Incluso en mi extremo privilegio en Occidente, yo también he sufrido a manos de este régimen. He perdido mi país y el contacto diario y la relación con la gente a la que quiero. He tenido que adaptarme de algún modo a la pérdida de mi patria, mi lengua materna y la conexión directa con mi cultura, he tenido que acostumbrarme a ser "británico pero...", a no sentirme totalmente en casa en ningún sitio ni totalmente parte de ningún grupo étnico. Y a mí también me persigue el miedo desde los nueve años, cuando el nombre de mi padre apareció en una tumba y tuvimos que huir para salvar nuestras vidas. Incluso mi periodismo y el libro que he escrito sobre Irán se han visto influidos por el miedo, e incluso en mi privilegiada existencia de libertad de expresión me he autocensurado para poder acceder a mi patria, a la gente que quiero allí.

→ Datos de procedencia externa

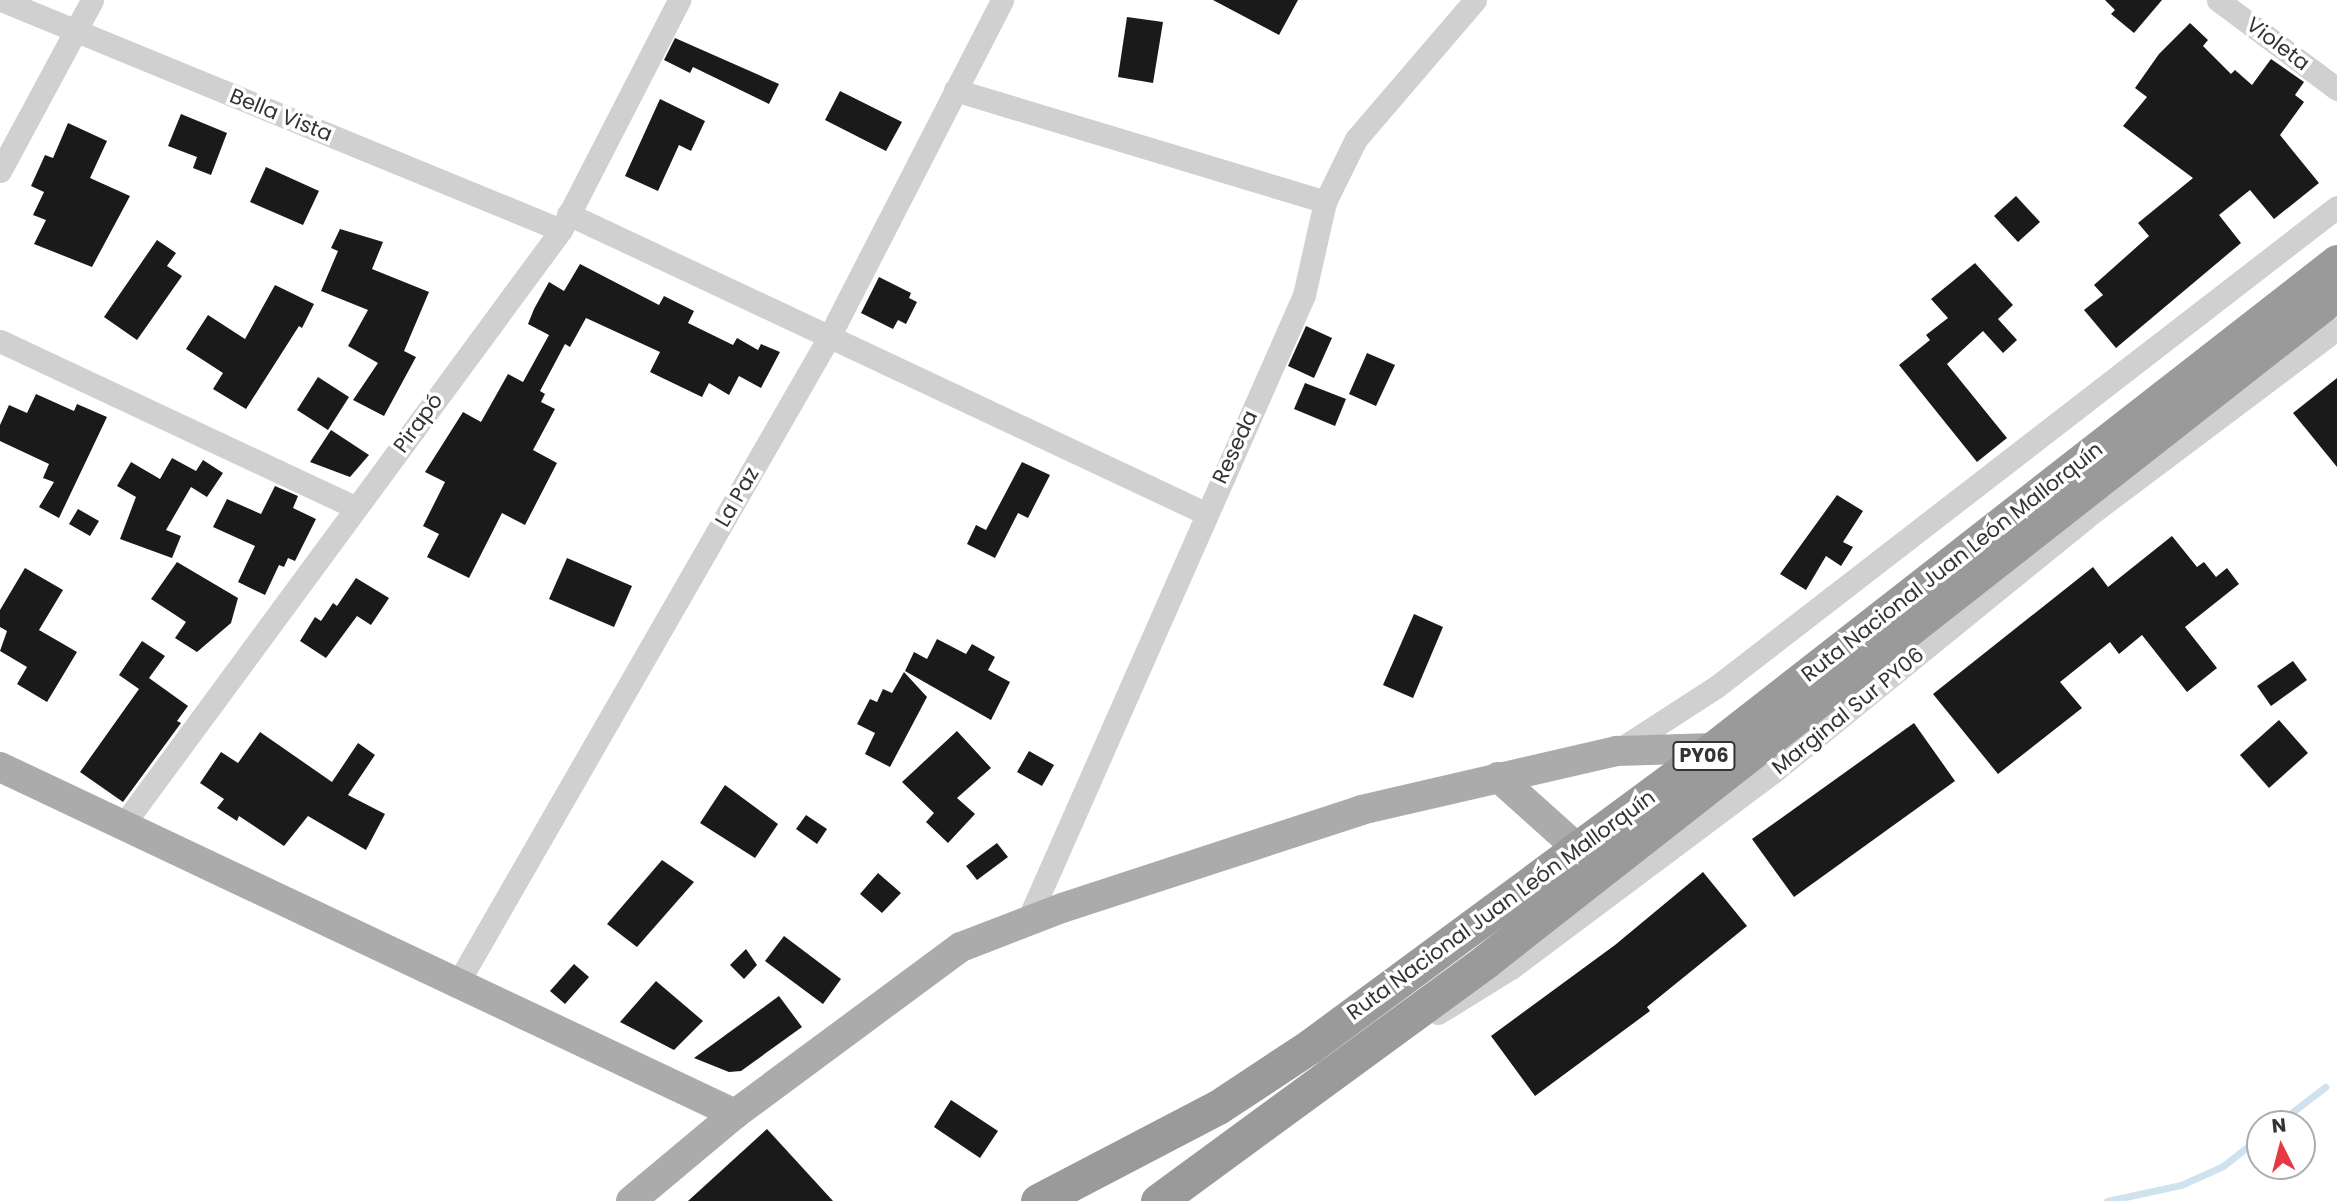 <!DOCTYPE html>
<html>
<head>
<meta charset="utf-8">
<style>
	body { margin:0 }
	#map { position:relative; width:2337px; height:1201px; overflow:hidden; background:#fff; font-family:Poppins,sans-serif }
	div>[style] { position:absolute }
	.stream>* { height:7px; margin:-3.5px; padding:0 3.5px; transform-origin:3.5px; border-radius:3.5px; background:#cfe2ee }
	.building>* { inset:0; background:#1a1a1a }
	.minor>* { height:23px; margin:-11.5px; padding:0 11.5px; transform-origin:11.5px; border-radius:11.5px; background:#d0d0d0 }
	.major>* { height:30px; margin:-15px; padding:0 15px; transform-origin:15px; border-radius:15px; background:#ababab }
	.highway>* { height:35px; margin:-17.5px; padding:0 17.5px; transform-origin:17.5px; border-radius:17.5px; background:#9a9a9a }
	span { translate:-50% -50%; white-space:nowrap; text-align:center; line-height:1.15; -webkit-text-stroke:7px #fff; paint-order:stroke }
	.shield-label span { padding:2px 5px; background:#fff; border:2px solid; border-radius:5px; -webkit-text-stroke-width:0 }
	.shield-label { font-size:19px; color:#333; font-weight:700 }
	.street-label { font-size:21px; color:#333 }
	.north { position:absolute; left:2246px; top:1110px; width:70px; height:70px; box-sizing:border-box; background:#fff; border:2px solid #adadad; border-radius:50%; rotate:354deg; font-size:19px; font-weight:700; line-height:28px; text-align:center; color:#333 }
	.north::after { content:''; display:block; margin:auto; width:24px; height:32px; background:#e63946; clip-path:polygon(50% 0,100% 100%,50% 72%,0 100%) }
</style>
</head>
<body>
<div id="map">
	<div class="stream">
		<i style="left:2277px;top:1124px;width:61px;rotate:-37.6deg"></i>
		<i style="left:2107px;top:1201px;width:76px;rotate:-12.2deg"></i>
		<i style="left:2181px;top:1185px;width:46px;rotate:-24.3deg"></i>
		<i style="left:2223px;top:1166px;width:47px;rotate:-38.1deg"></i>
	</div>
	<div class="building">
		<i style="clip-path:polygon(1213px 0,1298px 0,1279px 35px)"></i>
		<i style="clip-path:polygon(2105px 0,2162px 0,2134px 33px,2111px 14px,2115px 10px)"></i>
		<i style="clip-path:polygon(1127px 17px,1163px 22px,1153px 83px,1118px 77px)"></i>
		<i style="clip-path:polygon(2190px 23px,2208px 40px,2203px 46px,2231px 74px,2235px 70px,2252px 85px,2271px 59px,2304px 82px,2295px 95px,2304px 102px,2280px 135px,2319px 183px,2274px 219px,2250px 190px,2219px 215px,2241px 243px,2116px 348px,2084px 310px,2103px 295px,2094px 285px,2149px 236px,2138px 223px,2193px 178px,2123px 126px,2147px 97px,2135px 88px,2159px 54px)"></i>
		<i style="clip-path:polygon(675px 38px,779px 84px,769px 104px,693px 67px,690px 73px,664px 60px)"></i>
		<i style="clip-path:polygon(840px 91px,902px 122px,886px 151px,825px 120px)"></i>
		<i style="clip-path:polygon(660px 99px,705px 121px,691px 151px,679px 145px,658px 191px,625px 176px)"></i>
		<i style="clip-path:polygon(181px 114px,227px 133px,211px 175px,193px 168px,197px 157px,168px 146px)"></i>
		<i style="clip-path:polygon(68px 123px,107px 141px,90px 178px,130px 196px,92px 267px,34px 244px,46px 220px,33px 215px,44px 192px,31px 186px,45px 155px,53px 158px)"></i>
		<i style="clip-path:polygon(266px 167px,319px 191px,303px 225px,250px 202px)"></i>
		<i style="clip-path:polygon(2016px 196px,2040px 222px,2018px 242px,1994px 216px)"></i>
		<i style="clip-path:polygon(340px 229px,383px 242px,372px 269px,429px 292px,404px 351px,416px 357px,384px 416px,353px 400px,378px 363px,348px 346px,368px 310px,321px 291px,338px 251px,331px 248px)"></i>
		<i style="clip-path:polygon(157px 240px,176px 253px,167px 266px,182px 276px,137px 340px,104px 317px)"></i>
		<i style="clip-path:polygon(1975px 263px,2013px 305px,1998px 319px,2017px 340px,2003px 353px,1983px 331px,1947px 364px,2007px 438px,1977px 462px,1899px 365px,1930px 340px,1926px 335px,1948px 318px,1931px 299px)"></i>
		<i style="clip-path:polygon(580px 264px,659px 305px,664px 296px,694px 311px,688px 323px,733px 345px,737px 338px,758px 350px,761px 344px,780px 352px,761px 388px,739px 376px,729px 395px,709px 383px,702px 397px,650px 372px,660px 352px,586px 318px,570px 347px,565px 344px,540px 391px,545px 394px,541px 402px,555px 409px,533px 450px,557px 463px,525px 525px,502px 513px,469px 578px,427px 557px,439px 534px,423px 526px,445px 482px,425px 472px,463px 412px,481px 422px,508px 374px,523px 382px,549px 335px,528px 324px,534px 309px,549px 282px,564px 291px)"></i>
		<i style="clip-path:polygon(879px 277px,911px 293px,909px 298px,917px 302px,906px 324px,898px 320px,893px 329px,861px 313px)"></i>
		<i style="clip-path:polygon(275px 285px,314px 304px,302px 328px,299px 326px,246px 409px,213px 389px,223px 373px,186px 349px,208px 315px,245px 339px)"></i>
		<i style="clip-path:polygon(1306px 326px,1332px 338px,1314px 378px,1288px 366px)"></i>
		<i style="clip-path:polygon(1367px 353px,1395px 365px,1376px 406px,1349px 394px)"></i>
		<i style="clip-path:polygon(318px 377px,349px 397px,328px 430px,297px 410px)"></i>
		<i style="clip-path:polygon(2337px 378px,2337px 467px,2293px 413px)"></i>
		<i style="clip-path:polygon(1305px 383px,1346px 399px,1335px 426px,1294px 409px)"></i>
		<i style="clip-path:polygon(36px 394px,74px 411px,77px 404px,107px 417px,59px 518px,39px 507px,54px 482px,43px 478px,49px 464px,0 441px,0 425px,9px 405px,27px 413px)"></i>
		<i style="clip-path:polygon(331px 430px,369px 455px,350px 477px,310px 462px)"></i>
		<i style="clip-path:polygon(172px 458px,196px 471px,203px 460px,223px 473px,207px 497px,191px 487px,166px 530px,181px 536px,172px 558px,120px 539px,136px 497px,117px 486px,131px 462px,160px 479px)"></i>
		<i style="clip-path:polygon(1022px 462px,1050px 475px,1028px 518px,1018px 513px,995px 558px,967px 544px,976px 525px,986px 530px)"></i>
		<i style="clip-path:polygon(275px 486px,298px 496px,293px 508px,316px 519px,295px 561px,288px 558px,284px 567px,279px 565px,265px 595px,238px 582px,255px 546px,213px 527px,227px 499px,261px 514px)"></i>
		<i style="clip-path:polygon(1837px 495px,1863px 511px,1843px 542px,1853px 547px,1841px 566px,1826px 556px,1806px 590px,1780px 574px)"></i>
		<i style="clip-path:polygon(78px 509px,99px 521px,90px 536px,69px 524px)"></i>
		<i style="clip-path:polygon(2172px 536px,2197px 567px,2204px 562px,2216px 577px,2227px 568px,2239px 584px,2185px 627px,2217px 668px,2187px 692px,2142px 635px,2119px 654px,2110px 642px,2060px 682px,2082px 708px,1998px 774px,1933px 694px,2093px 567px,2108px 587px)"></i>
		<i style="clip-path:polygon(567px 558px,632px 586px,614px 627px,549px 599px)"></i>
		<i style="clip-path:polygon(177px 562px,238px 598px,231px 623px,197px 652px,175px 638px,186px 622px,151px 599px)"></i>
		<i style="clip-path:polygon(25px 568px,63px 590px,39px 630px,77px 652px,47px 702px,17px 684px,27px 667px,0 651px,7px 631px,0 627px,0 610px)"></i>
		<i style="clip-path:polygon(356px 578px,389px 598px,371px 625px,357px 616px,326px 658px,300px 641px,315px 617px,321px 621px,333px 603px,337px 606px)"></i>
		<i style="clip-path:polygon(1414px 614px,1443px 627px,1413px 698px,1383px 685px)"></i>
		<i style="clip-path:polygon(937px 639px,966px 654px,972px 644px,995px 657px,988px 670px,1010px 682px,991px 720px,905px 671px,914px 652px,927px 659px)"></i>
		<i style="clip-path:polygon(142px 641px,165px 656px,149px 678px,188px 706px,177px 721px,181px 723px,123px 802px,80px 772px,139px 689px,119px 675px)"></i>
		<i style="clip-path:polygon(2293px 661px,2307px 680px,2271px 706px,2257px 686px)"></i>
		<i style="clip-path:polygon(904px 672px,927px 697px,890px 767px,865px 754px,875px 733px,857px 724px,870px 699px,877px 702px,883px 689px,892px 693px)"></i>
		<i style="clip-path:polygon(2279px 720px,2308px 753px,2269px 788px,2240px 755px)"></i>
		<i style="clip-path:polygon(1914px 723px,1955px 781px,1794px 897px,1752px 839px)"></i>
		<i style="clip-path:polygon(957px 731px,991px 768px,957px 798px,975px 814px,948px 843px,926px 822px,934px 813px,902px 782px)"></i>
		<i style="clip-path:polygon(260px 732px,332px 782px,358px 743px,375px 755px,348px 795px,385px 814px,366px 850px,308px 816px,284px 846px,239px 816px,237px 821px,217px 808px,224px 799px,200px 783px,221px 752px,238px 763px)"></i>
		<i style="clip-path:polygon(1029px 751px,1054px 765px,1042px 786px,1017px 772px)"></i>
		<i style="clip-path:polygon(725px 785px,778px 824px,755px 858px,700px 823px)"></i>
		<i style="clip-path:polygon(806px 815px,827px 829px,817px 844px,796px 829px)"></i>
		<i style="clip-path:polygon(997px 843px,1008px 857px,977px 880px,966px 866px)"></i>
		<i style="clip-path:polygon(662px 860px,694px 882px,637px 947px,607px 924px)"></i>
		<i style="clip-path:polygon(1703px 872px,1747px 926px,1647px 1007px,1650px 1011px,1535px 1096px,1491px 1036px,1615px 945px)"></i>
		<i style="clip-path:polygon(878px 873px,901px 893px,882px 913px,860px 894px)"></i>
		<i style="clip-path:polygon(784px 936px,841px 979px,823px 1004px,765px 961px)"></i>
		<i style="clip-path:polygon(746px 949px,757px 965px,744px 979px,730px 965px)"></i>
		<i style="clip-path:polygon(574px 964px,589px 977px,565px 1004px,550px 991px)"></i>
		<i style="clip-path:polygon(656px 981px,703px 1021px,674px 1050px,620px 1022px)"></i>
		<i style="clip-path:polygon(779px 996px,802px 1027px,741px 1071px,729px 1072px,694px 1058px)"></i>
		<i style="clip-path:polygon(951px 1100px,998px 1131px,980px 1158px,934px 1127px)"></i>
		<i style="clip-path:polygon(767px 1129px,833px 1201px,688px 1201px)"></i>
	</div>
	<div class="minor">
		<i style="left:1px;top:0;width:605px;rotate:22.33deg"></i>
		<i style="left:2218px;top:0;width:149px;rotate:36.8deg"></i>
		<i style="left:955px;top:90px;width:387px;rotate:16.8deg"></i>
		<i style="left:0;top:171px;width:194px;rotate:-61.7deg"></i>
		<i style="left:568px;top:214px;width:704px;rotate:25.14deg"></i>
		<i style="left:0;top:341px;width:393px;rotate:25.1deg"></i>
		<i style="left:1617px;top:751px;width:118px;rotate:-32.9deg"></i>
		<i style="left:1716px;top:687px;width:785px;rotate:-37.7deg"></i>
		<i style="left:123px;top:825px;width:739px;rotate:-53.64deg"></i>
		<i style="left:561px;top:230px;width:259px;rotate:-62.8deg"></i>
		<i style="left:1028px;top:920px;width:683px;rotate:-66.17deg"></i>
		<i style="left:1304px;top:295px;width:95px;rotate:-77.3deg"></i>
		<i style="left:1325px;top:202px;width:70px;rotate:-63.8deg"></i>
		<i style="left:1356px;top:139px;width:183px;rotate:-49.4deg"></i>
		<i style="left:456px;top:986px;width:749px;rotate:-60.11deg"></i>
		<i style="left:829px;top:337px;width:379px;rotate:-62.8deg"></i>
		<i style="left:1438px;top:1013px;width:86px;rotate:-31.7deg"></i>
		<i style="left:1511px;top:968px;width:327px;rotate:-36.8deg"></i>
		<i style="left:1773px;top:772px;width:402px;rotate:-39.1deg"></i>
		<i style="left:2085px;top:518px;width:315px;rotate:-36.9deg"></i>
	</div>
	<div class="major">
		<i style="left:0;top:767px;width:813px;rotate:25.27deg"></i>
		<i style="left:1498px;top:777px;width:129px;rotate:41.9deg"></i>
		<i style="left:631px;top:1201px;width:136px;rotate:-39.9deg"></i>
		<i style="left:735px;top:1114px;width:281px;rotate:-36.5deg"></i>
		<i style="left:961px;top:947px;width:108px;rotate:-21.1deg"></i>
		<i style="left:1062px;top:908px;width:315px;rotate:-18.1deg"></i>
		<i style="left:1361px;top:810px;width:263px;rotate:-13deg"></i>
		<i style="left:1617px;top:751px;width:97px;rotate:-1.8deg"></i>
	</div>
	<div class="highway">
		<i style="left:1038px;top:1201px;width:203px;rotate:-27.6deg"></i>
		<i style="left:1218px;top:1107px;width:109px;rotate:-33.4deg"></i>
		<i style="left:1309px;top:1047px;width:503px;rotate:-36.44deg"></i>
		<i style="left:1714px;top:748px;width:790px;rotate:-37.96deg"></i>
		<i style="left:1158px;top:1201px;width:408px;rotate:-36.2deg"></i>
		<i style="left:1487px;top:960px;width:1080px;rotate:-38.12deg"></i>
	</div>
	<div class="shield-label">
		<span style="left:1704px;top:756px">PY06</span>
	</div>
	<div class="street-label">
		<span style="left:2278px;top:44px;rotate:37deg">Violeta</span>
		<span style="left:281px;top:115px;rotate:22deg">Bella Vista</span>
		<span style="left:418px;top:423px;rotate:-54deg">Pirapó</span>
		<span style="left:1235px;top:447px;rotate:-65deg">Reseda</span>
		<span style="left:737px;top:497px;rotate:-60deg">La Paz</span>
		<span style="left:1952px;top:562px;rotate:-38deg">Ruta Nacional Juan León Mallorquín</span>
		<span style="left:1848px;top:711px;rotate:-39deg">Marginal Sur PY06</span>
		<span style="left:1501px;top:905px;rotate:-36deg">Ruta Nacional Juan León Mallorquín</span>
	</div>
	<div class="north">N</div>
</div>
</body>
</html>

Pero ahora, por primera vez en muchos años, me permito soñar una vez más que un día podré entrar en Irán sin que el miedo se apodere de mi corazón y acompañe cada paso que dé allí. Y esta pequeña esperanza, embriagadora y delicada, me la han dado las jóvenes de nuestro país, nuestras heroínas. Hace más de una década escribí en The Cypress Tree: "Puede que no sea mañana ni el año que viene, pero sé que las mujeres de Irán tomarán algún día lo que les pertenece por derecho, impulsadas nada más que por sus enormes corazones, sus feroces intelectos y sus afiladas lenguas". Estas leonas de Irán nos han devuelto al menos la capacidad de soñar de nuevo, y es esta imaginación de una nueva realidad -de verla en las calles de Irán mientras las mujeres pasean sin hiyab- lo que quizá sea la mayor amenaza para la continuación del statu quo. Mujer, vida y libertad, inshallah.

 

Kamin Mohammadi es una autora, periodista, locutora, profesora y comisaria cultural británico-iraní. Nació en Irán y se trasladó al Reino Unido durante la revolución iraní de 1979. Su trabajo periodístico ha sido nominado para el premio de Amnistía Británica a los derechos humanos en el periodismo y para el National Magazine Award de la prestigiosa American Society of Magazine Editors. Kamin es autora de dos libros, Bella Figura: How to Live, Love and Eat the Italian Way (actualmente en desarrollo para la televisión), y The Cypress Tree: A Love Letter to Iran, ambos publicados por Bloomsbury. Vive en la Toscana.